Выбрать главу

— Возможно, в том, что сказал Яковлев, есть зерно истины. Пусть атакует Ковалев. Мы с Яковлевым будем прикрывать его фланги. Если дело примет дурной оборот, мы сможем обеспечить открытый проход и выход партизан из боя малыми группами, пока не отойдет на исходные позиции последний человек отряда Ковалева.

— Этим последним человеком буду я, — проворчал Ковалев.

Партизаны очень обрадовались: они соскучились по настоящему бою. В конце концов, утомительно взрывать одни поезда, грузовики и танки! Каждый партизан заботливо проверил свое оружие и боеприпасы, и отряд медленно потянулся к деревне Миликонец.

Клаус проверил время по своим светящимся часам: двадцать три часа. Он понимал, что если ошибется в расчетах, то коммандос рискуют оказаться в лазарете с тяжелым бронхитом. К счастью, не было ветра и снега, это немного грело.

Атака началась с левого фланга. Очереди трассирующих пуль, отметил Клаус, были направлены точно в сторону укрепленных изб. Русский пулеметчик представлял собой главную опасность и, должно быть, знал местность чертовски хорошо. И в это время в черное небо взвились пять осветительных ракет. Яковлев тотчас понял, что не ошибся: это была хорошо организованная ловушка.

Прагматичный Хайнц решил, что осветительных ракет недостаточно. Он дал несколько очередей зажигательными пулями по пяти избам, соломенные крыши которых мгновенно воспламенились. Стало очень светло. Без промедления русские пулеметчики продолжили стрельбу короткими очередями, которые стали легко различимы.
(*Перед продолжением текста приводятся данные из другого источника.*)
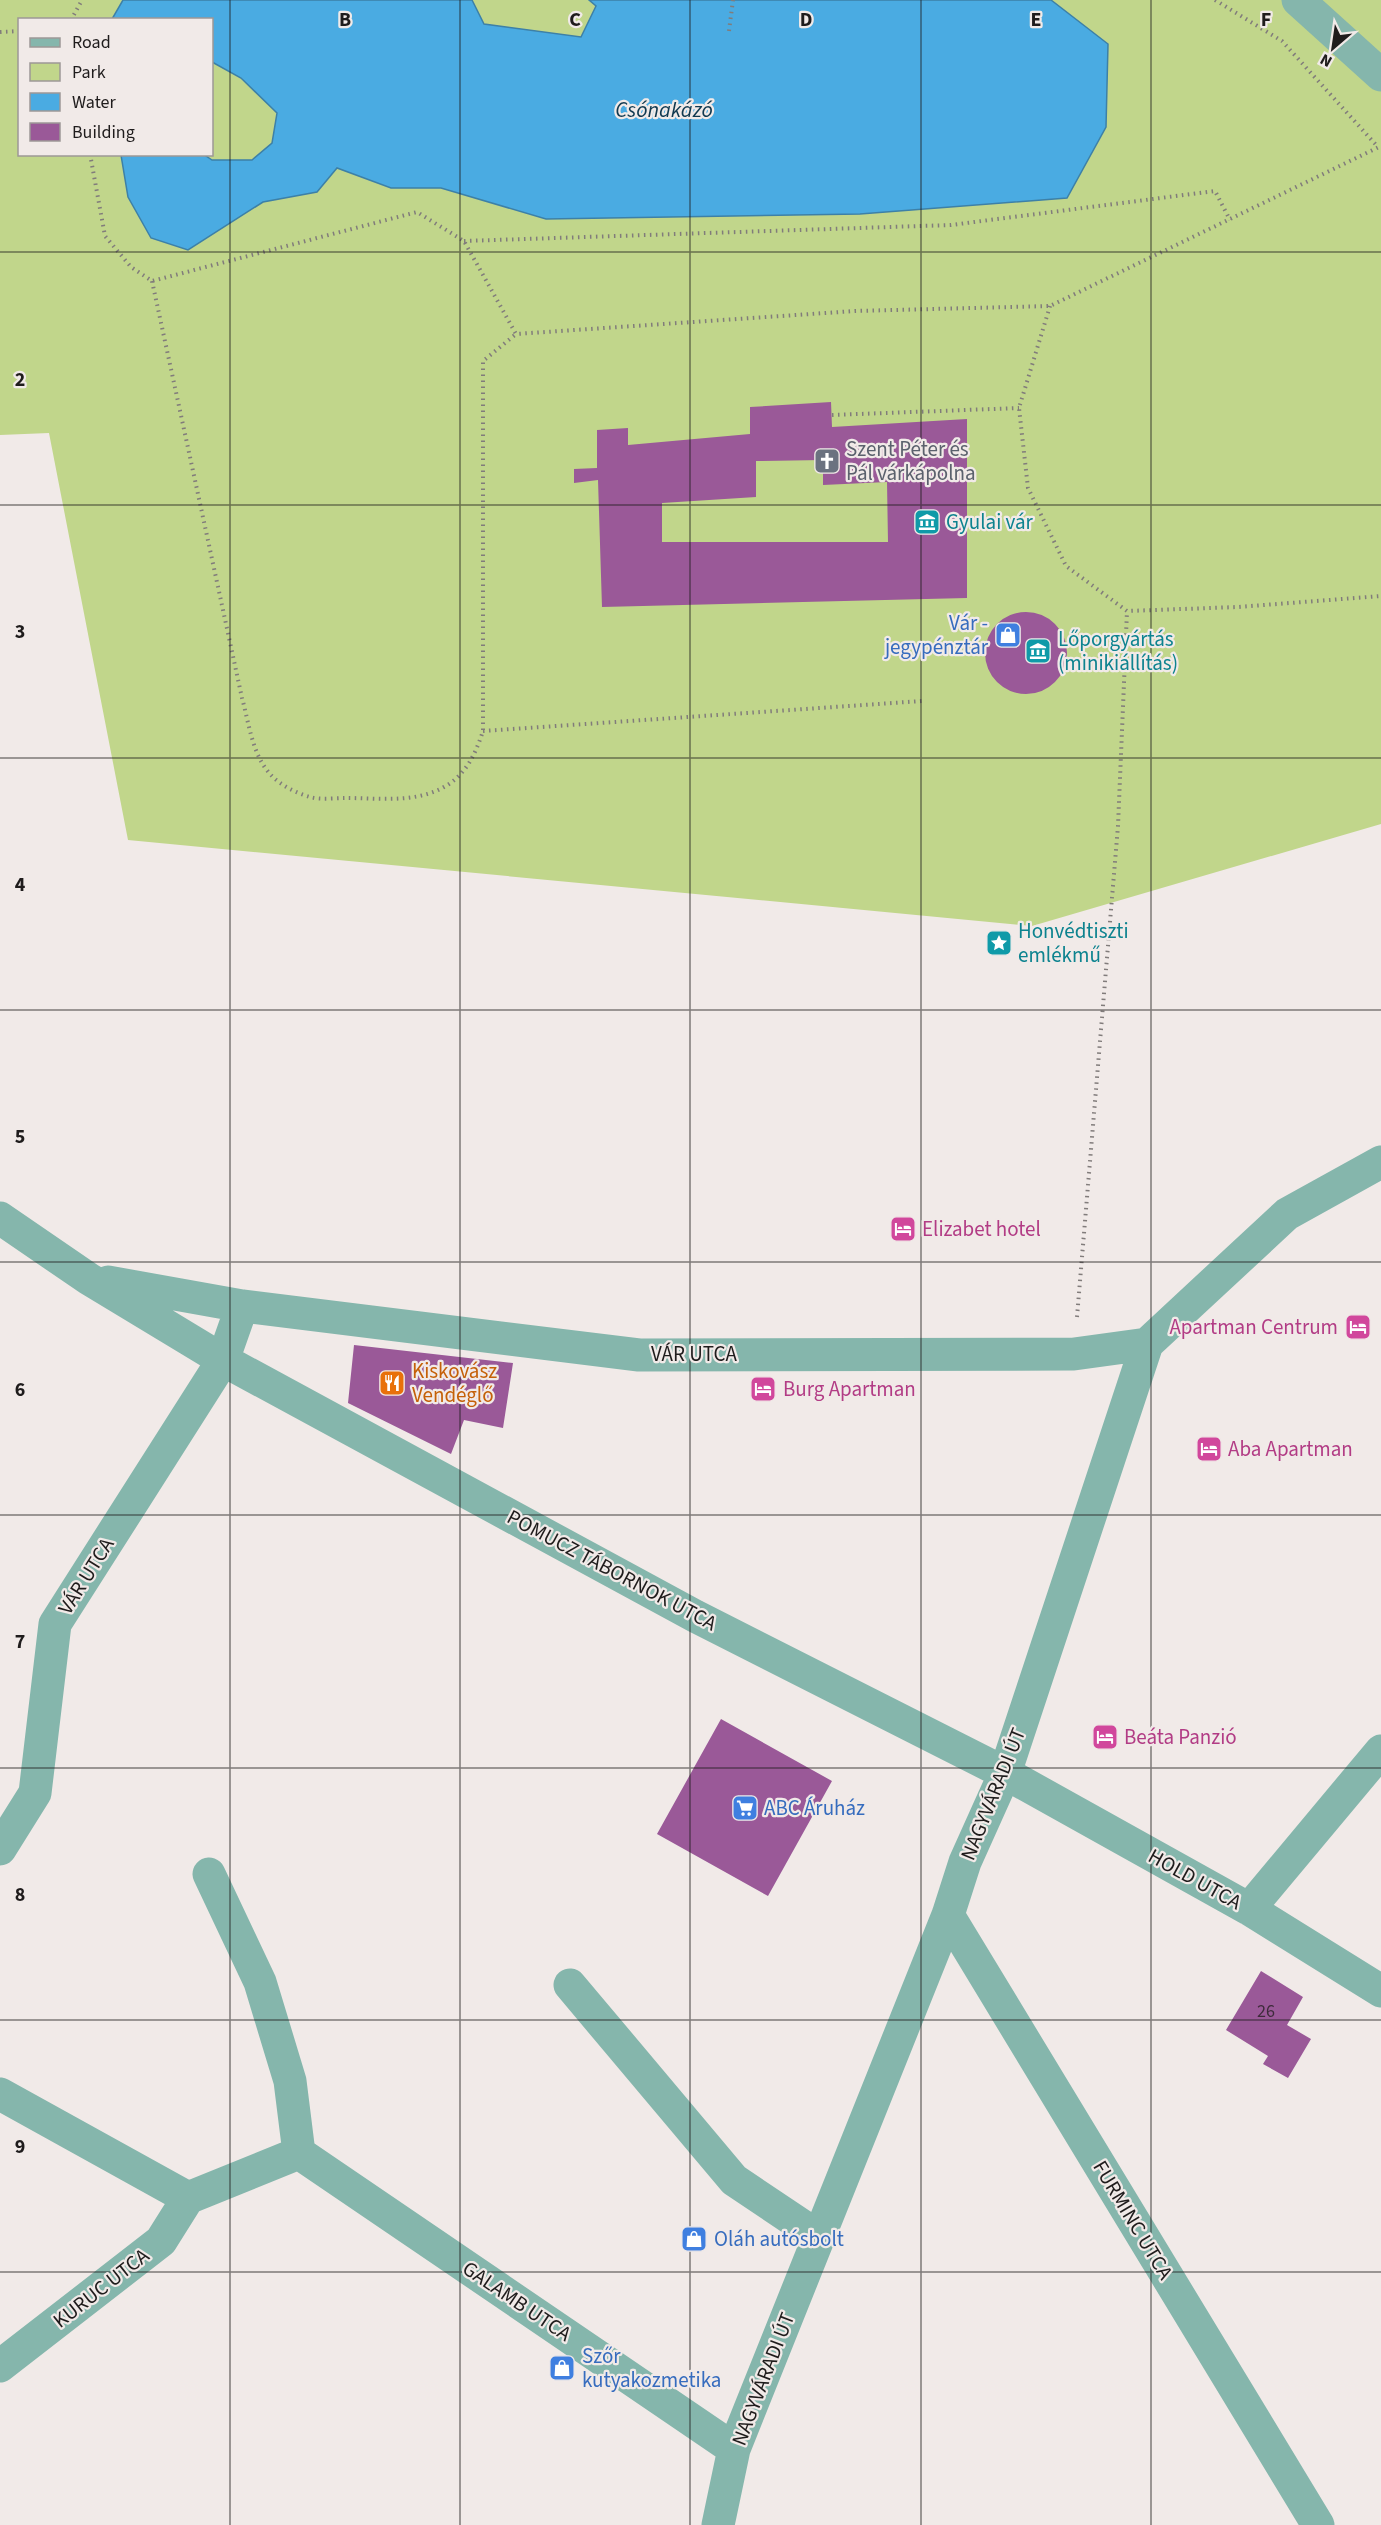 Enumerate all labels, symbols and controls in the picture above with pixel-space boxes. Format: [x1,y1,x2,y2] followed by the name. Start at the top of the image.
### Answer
[339,6,351,34] text: B
[569,6,581,34] text: C
[800,6,812,34] text: D
[1031,6,1041,34] text: E
[1261,6,1271,34] text: F
[18,18,213,156] legend
[1303,18,1363,78] north arrow
[72,30,111,55] text: Road
[1316,48,1336,72] text: N
[72,60,106,85] text: Park
[72,90,116,115] text: Water
[615,94,713,126] water label: Csónakázó
[72,120,135,145] text: Building
[15,366,25,394] text: 2
[846,434,976,488] place label: Szent Péter és Pál várkápolna
[812,446,842,476] church icon: Szent Péter és Pál várkápolna
[912,507,942,537] museum icon: Gyulai vár
[946,507,1033,537] place label: Gyulai vár
[884,608,989,662] place label: Vár - jegypénztár
[15,618,25,646] text: 3
[993,620,1023,650] shop icon: Vár - jegypénztár
[1058,624,1178,678] place label: Lőporgyártás (minikiállítás)
[1023,636,1053,666] museum icon: Lőporgyártás (minikiállítás)
[15,871,26,899] text: 4
[1018,916,1129,970] place label: Honvédtiszti emlékmű
[984,928,1014,958] place icon: Honvédtiszti emlékmű
[15,1123,25,1151] text: 5
[888,1214,918,1244] hotel icon: Elizabet hotel
[922,1214,1041,1244] place label: Elizabet hotel
[1169,1312,1338,1342] place label: Apartman Centrum
[1343,1312,1373,1342] hotel icon: Apartman Centrum
[651,1339,737,1369] street label: VÁR UTCA
[412,1356,497,1410] place label: Kiskovász Vendéglő
[377,1368,407,1398] restaurant icon: Kiskovász Vendéglő
[748,1374,778,1404] hotel icon: Burg Apartman
[783,1374,916,1404] place label: Burg Apartman
[15,1376,25,1404] text: 6
[1194,1434,1224,1464] hotel icon: Aba Apartman
[1228,1434,1353,1464] place label: Aba Apartman
[502,1502,723,1638] street label: POMUCZ TÁBORNOK UTCA
[51,1531,122,1620] street label: VÁR UTCA
[15,1628,25,1656] text: 7
[1090,1722,1120,1752] hotel icon: Beáta Panzió
[1124,1722,1237,1752] place label: Beáta Panzió
[953,1723,1033,1865] street label: NAGYVÁRADI ÚT
[730,1793,760,1823] supermarket icon: ABC Áruház
[764,1793,865,1823] place label: ABC Áruház
[1143,1841,1248,1917] street label: HOLD UTCA
[15,1881,25,1909] text: 8
[1257,1999,1275,2024] house number: 26
[15,2133,25,2161] text: 9
[1086,2155,1181,2286] street label: FURMINC UTCA
[679,2224,709,2254] shop icon: Oláh autósbolt
[714,2224,844,2254] place label: Oláh autósbolt
[47,2240,156,2335] street label: KURUC UTCA
[457,2253,578,2349] street label: GALAMB UTCA
[724,2308,802,2450] street label: NAGYVÁRADI ÚT
[582,2341,721,2395] place label: Szőr kutyakozmetika
[547,2353,577,2383] shop icon: Szőr kutyakozmetika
Взводы коммандос начали медленное движение в сторону русских, прежде чем открыть огонь. Однако Яковлев и Терентьев не позволили им приблизиться и начали стрельбу первыми.

Немцы, вначале удивленные этими двумя фланговыми обстрелами, быстро отошли. Разделившись на группы по три человека, они снова повели наступление на советских партизан, прикрывая друг друга.

Ковалев, ругаясь, снял с позиций пулеметчиков и остался последним. Тяжело дыша, как бык, он сделал пять больших прыжков, стреляя с колена длинными очередями.

Каждый стрелял, в общем, наугад. К теням от горевших изб добавлялись тени от кустов.

Со своей стороны, Хайнц быстро разгадал маневр партизан и попытался отрезать их от дороги. Но он напоролся на отряд Яковлева. Партизаны, вне себя от ярости, поднялись цепью и пошли напролом с криками «ура» на немцев. Хайнц приказал пятерым солдатам немедленно отступить, чтобы иметь немного свободного пространства, и вынул свой кинжал. Перед ним возникла бледная тень с ручным пулеметом. Хайнц толчком ноги остановил нападавшего русского и резким движением всадил в него нож.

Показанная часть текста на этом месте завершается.